#### PROBLEM REQUIREMENTS:
Return every entry exactly as written, with the pictures removed.

#### Stored data entries:

^^^^

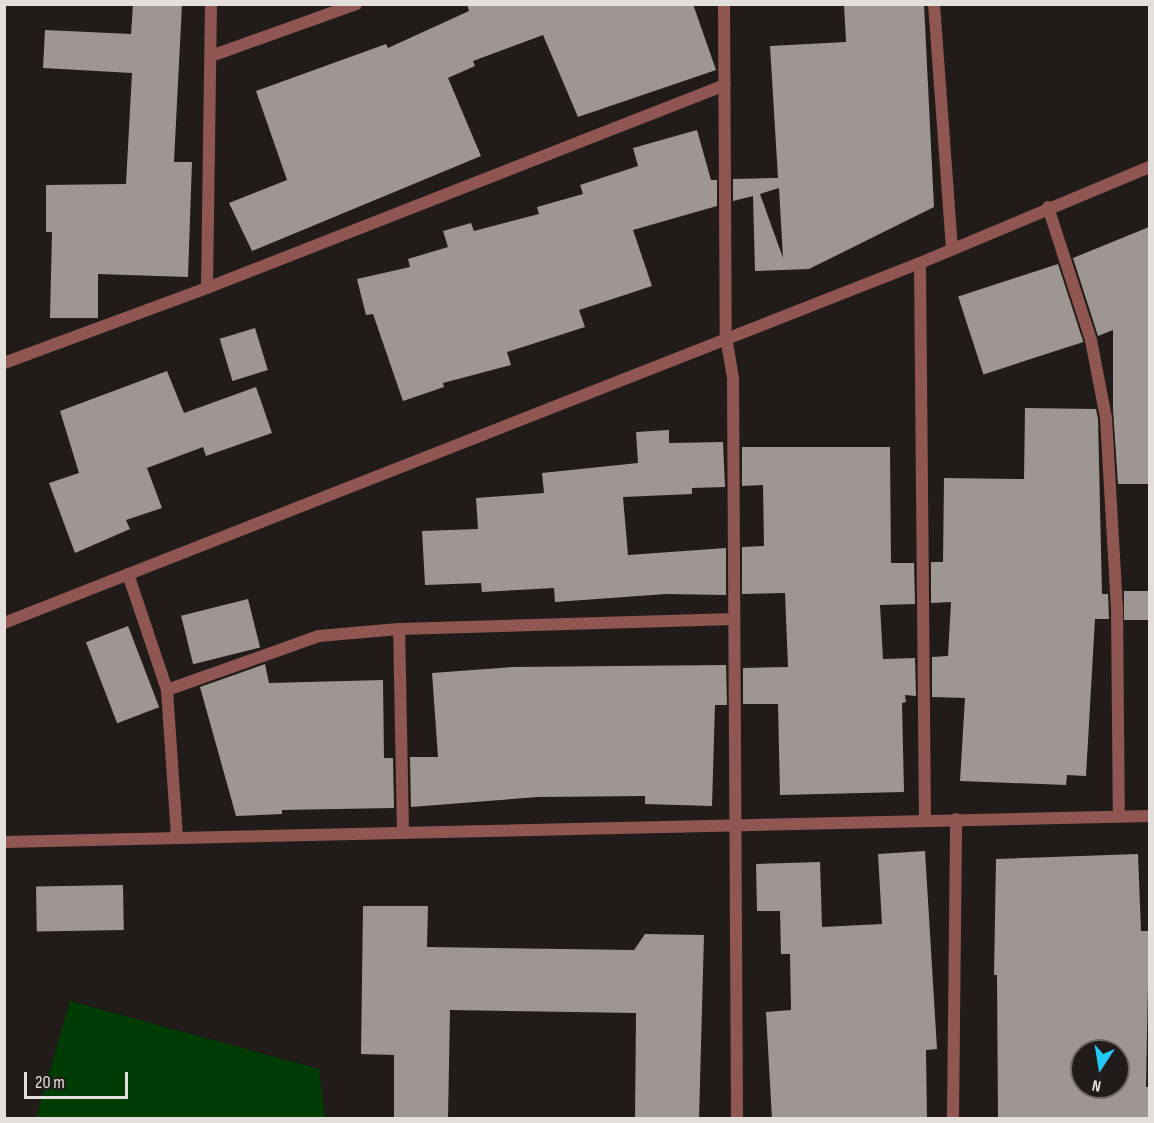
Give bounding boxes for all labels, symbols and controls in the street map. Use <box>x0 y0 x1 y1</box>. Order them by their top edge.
north arrow <box>1070 1039 1130 1099</box>
scale bar <box>27 1060 130 1098</box>
text: 20 m <box>35 1072 65 1093</box>
text: N <box>1090 1075 1103 1095</box>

^^^^

#### COMPLETED EXERCISE:
Give bounding boxes for all labels, symbols and controls in the street map. Use <box>x0 y0 x1 y1</box>. Order them by their top edge.
north arrow <box>1070 1039 1130 1099</box>
scale bar <box>27 1060 130 1098</box>
text: 20 m <box>35 1072 65 1093</box>
text: N <box>1090 1075 1103 1095</box>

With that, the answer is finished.